The Jeep Wagoneer came out in 1962. The Range Rover was launched (with two doors only) in 1970. For its part, Toyota’s FJ55 Land Cruiser hit the Japanese showrooms in the summer of 1967. Philosophically, these three proto-SUVs are pretty much identical, taking the existing 4×4 technology, enveloped in a stylish wagon body with a few car-like creature comforts within. Jeep introduced V8 engines, A/C, power accessories and automatic transmission to this new niche – something of a ‘60s revolution. The British and Japanese were a bit slower to adopt all these things on their cars in general, so the Range Rover and the FJ55 Land Cruiser started off as less plush than the Wagoneer, to say the least.
However, things improved with time: the Range Rover eventually became the Chelsea chariot we all know and, presumably, love. Toyota’s FJ55 had some of its rougher edges smoothed as well. It started life with a three-on-the-tree sans synchronized 1st gear, drum brakes all around and few optional extras, but it gradually gained a fully-synch’ed four-on-the-floor (and an optional autobox), front discs and factory air. But it’s fair to say, looking at this impressively original JDM car, that even late model FJ56s never departed from a rather utilitarian feel, more akin to a Corolla than a Crown.
Engine-wise, Toyota used the 3.9 litre 6-cyl. Type F mill seen in the off-road Land Cruiser since the early ‘50s. This engine, which looks a lot like the Chevrolet Stovebolt Six, was first seen in 1948 on Toyota trucks; 20 years later, by the time it was fitted to the FJ55, its output was 125-130hp.
In January 1975, the engine was updated to the 2F version. The Land Cruiser thus switched to the “FJ56” designation, but strangely that was on the JDM only, though the improved engine was put on export models as well. In Japan, the 2F produced 140hp from its 4230cc (but only 135hp in export models) and gained a reputation for being a superb fit for the Land Cruiser. It was rugged, easy to work on, with enough torque and good will to climb any mountain and ford any stream.
This new engine heralded a series of small changes on the Land Cruiser’s body. This started with the deletion of the front vent windows and bigger turn signals in late 1975, which are strangely absent from our feature car. In 1977 came new wing mirrors and new taillamps, which became vertical and placed much lower than before.
Pity about that last change – the original taillamp design had a bit of a Studebaker feel to it, whereas those newer ones look more anonymous. The last visible change were the windshield wipers, which went all black in 1979. Since our feature car doesn’t have those, I make it a ’78.

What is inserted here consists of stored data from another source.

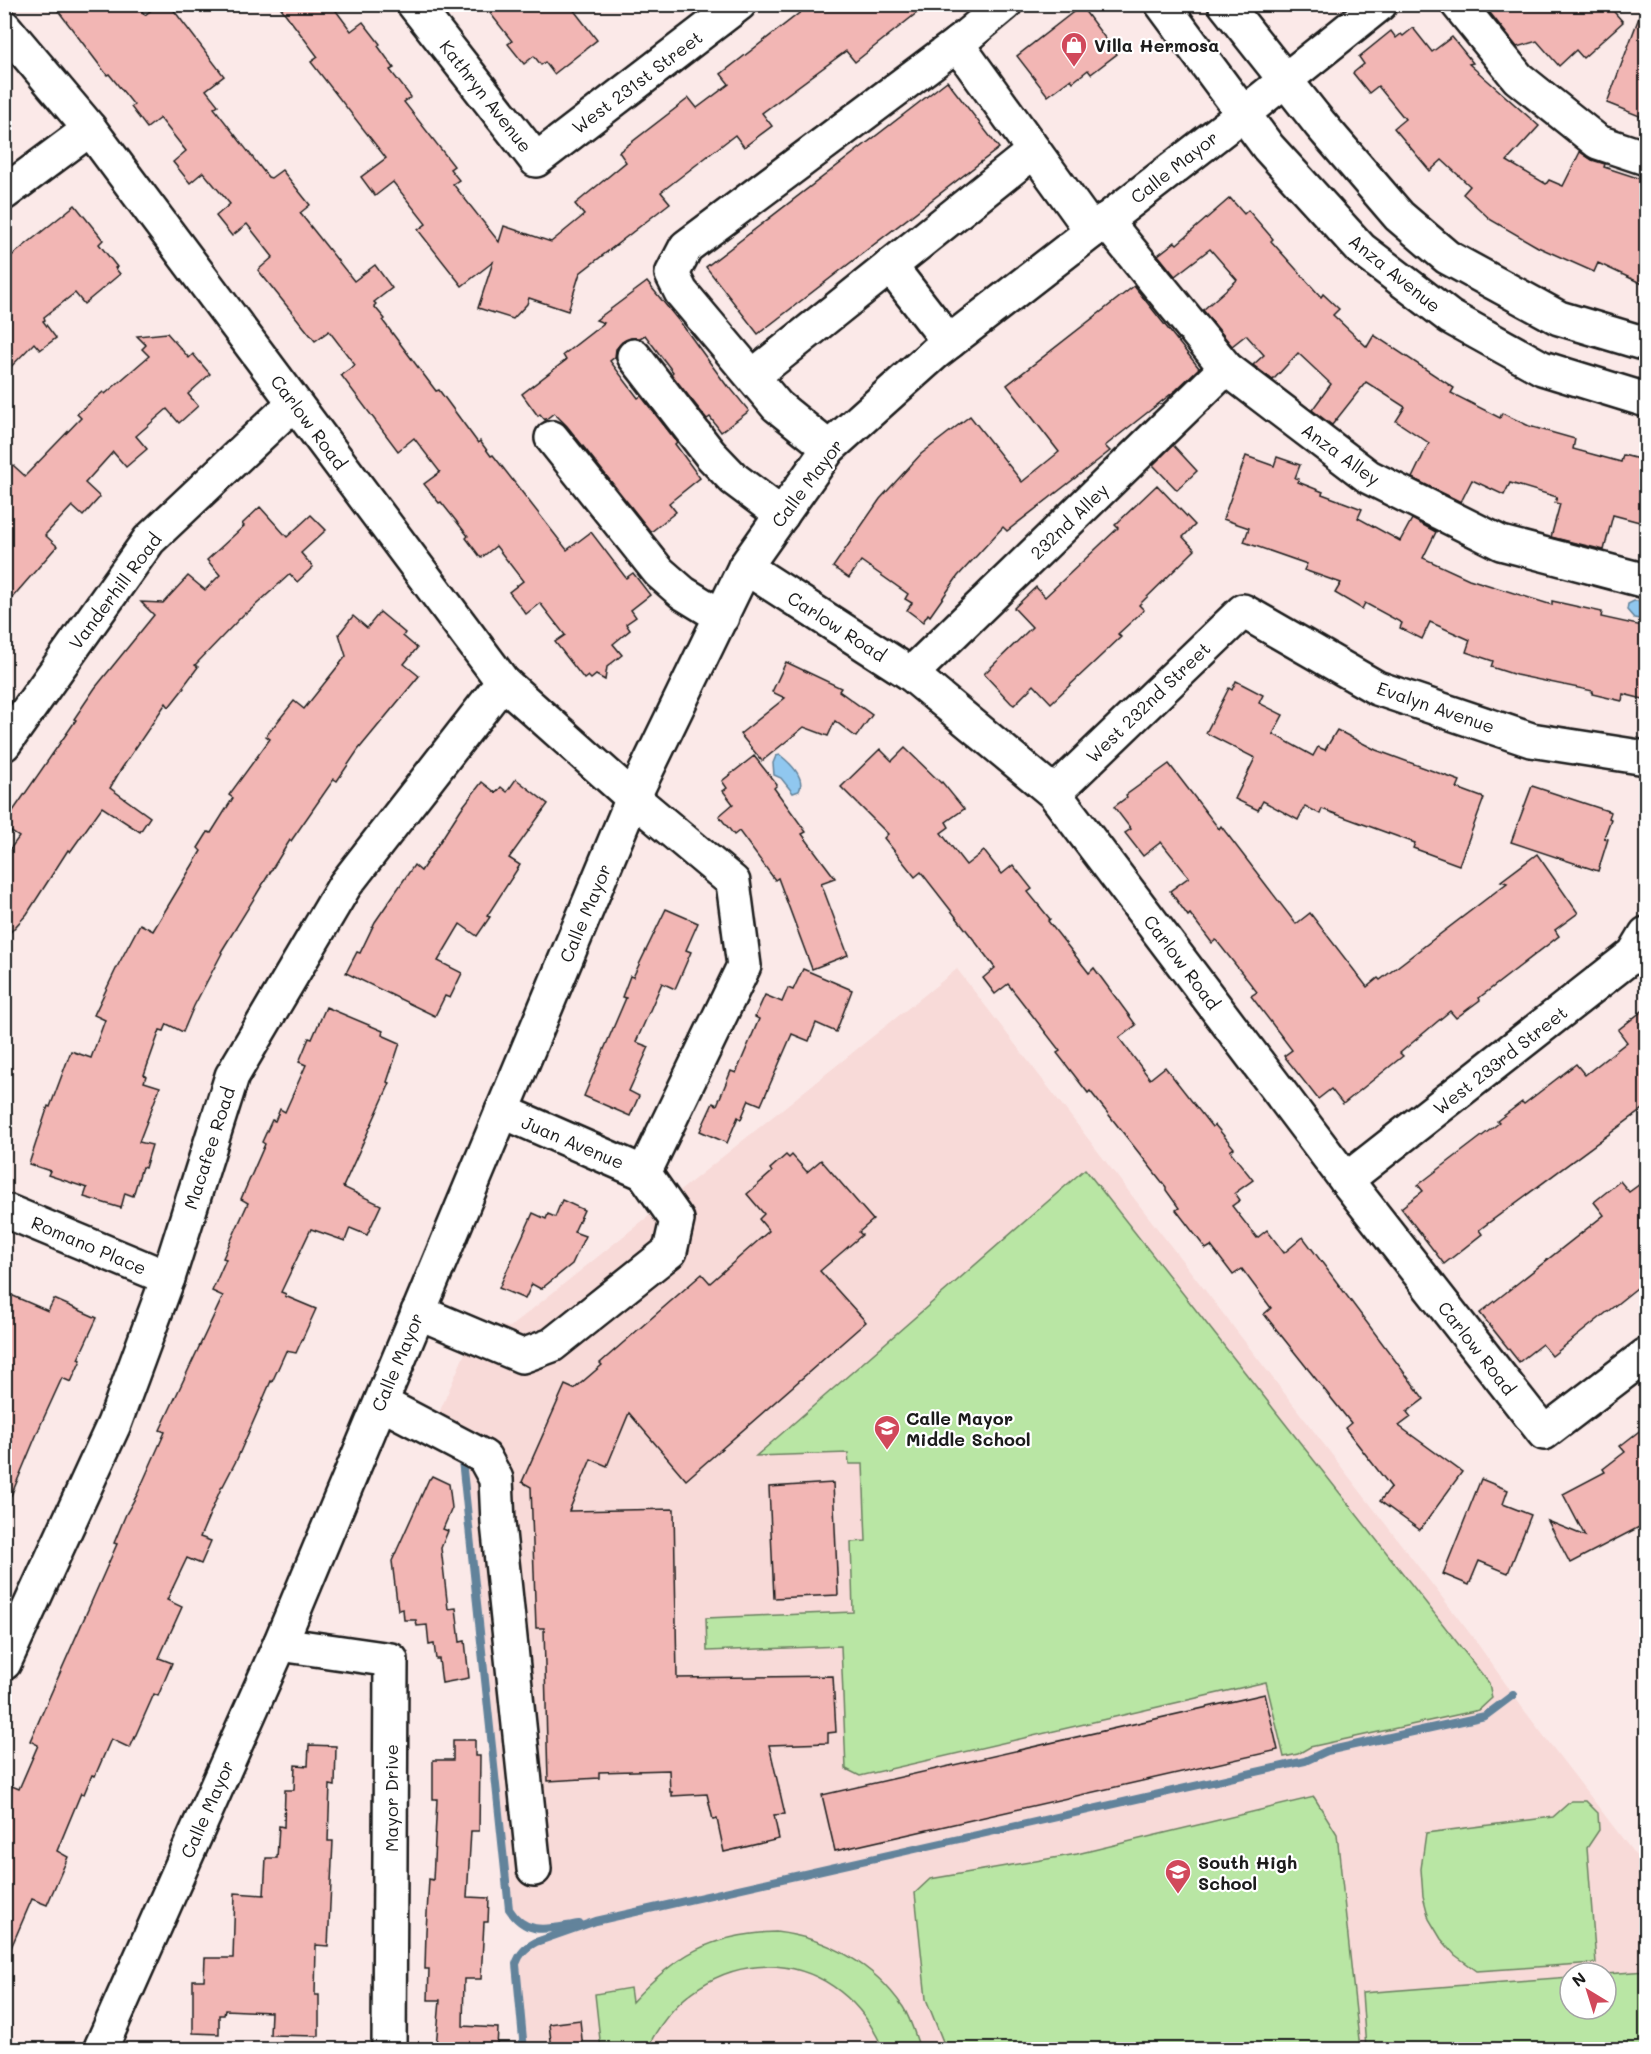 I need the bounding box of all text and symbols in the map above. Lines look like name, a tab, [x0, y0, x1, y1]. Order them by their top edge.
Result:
street label: West 231st Street	[567, 25, 707, 139]
shop icon: Villa Hermosa	[1059, 30, 1089, 68]
place label: Villa Hermosa	[1094, 33, 1219, 57]
street label: Kathryn Avenue	[434, 35, 538, 157]
street label: Calle Mayor	[1125, 125, 1223, 209]
street label: Anza Avenue	[1344, 229, 1446, 317]
street label: Carlow Road	[265, 370, 353, 474]
street label: Anza Alley	[1297, 417, 1385, 491]
street label: Calle Mayor	[766, 434, 848, 532]
street label: 232nd Alley	[1025, 478, 1113, 564]
street label: Vanderhill Road	[63, 528, 167, 654]
street label: Carlow Road	[783, 585, 891, 667]
street label: West 232nd Street	[1081, 636, 1215, 768]
street label: Evalyn Avenue	[1374, 676, 1498, 738]
street label: Calle Mayor	[554, 860, 616, 966]
street label: Carlow Road	[1138, 910, 1226, 1014]
street label: West 233rd Street	[1428, 1000, 1572, 1120]
street label: Macafee Road	[178, 1084, 240, 1212]
street label: Juan Avenue	[518, 1110, 628, 1174]
street label: Romano Place	[28, 1210, 150, 1280]
street label: Carlow Road	[1433, 1296, 1521, 1400]
street label: Calle Mayor	[366, 1309, 428, 1415]
place label: Calle Mayor Middle School	[906, 1406, 1031, 1451]
school or university icon: Calle Mayor Middle School	[872, 1413, 902, 1451]
street label: Mayor Drive	[379, 1744, 403, 1852]
street label: Calle Mayor	[175, 1756, 239, 1862]
place label: South High School	[1198, 1850, 1297, 1895]
school or university icon: South High School	[1163, 1857, 1193, 1895]
north arrow	[1558, 1961, 1618, 2021]
text: N	[1567, 1967, 1590, 1991]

Another plus point for the Toyota was that it offered two tailgates: one was a pickup-like bottom-hinged affair with an electric window and the other, as seen on the car I found, was a set of van-like double doors. Either design works, but the latter is better suited to carrying extra passengers in the rear, as some Land Cruisers were fitted with two sideways seats in the cargo space, much like the long wheelbase Land Rover wagons. The Toyota has a slightly smaller wheelbase than the LWB Landie (270cm vs. 277cm, respectively), but space utilization is far superior in the Japanese car than in the older British one.
Other than that front end, the only strange thing about this Series 50 Land Cruiser is that I found one at all. These things were mechanically bulletproof, but rusted pretty badly and survivors are not all that common. They were not really meant for the JDM: in Japan, the FJ55/56 was too big to have much impact on private sales, though a number of government operators (including many fire departments) found these to fit their needs. It was in the same displacement and size category as the Toyota Century, but with considerably less snob appeal. There was no Diesel option and fuel consumption was pretty high, which did not help matters.
These were clearly designed with the US market in mind, and that is where many of them went, along with a few others, such as Australia, the Middle-East and Africa. Toyota made decent enough business with them, I suppose. The last FJ56 was put together in July 1980. Not sure how many they sold, but it was enough to encourage them to design a new generation, the series 60, which became a worldwide hit.
Of course, esthetics are eminently subjective, but the FJ55/56 did not earn its “Iron Pig” nickname by accident. These are the looks only a mother could love – or sport. In the proto-SUV family, the Wagoneer was the big daddy, the Range Rover was the kooky auntie and our Land Cruiser was the matronly materfamilias. She was the one you could depend on, got you home no matter what and never went to pieces on you. She just was not very good at applying makeup or at wearing a cocktail dress.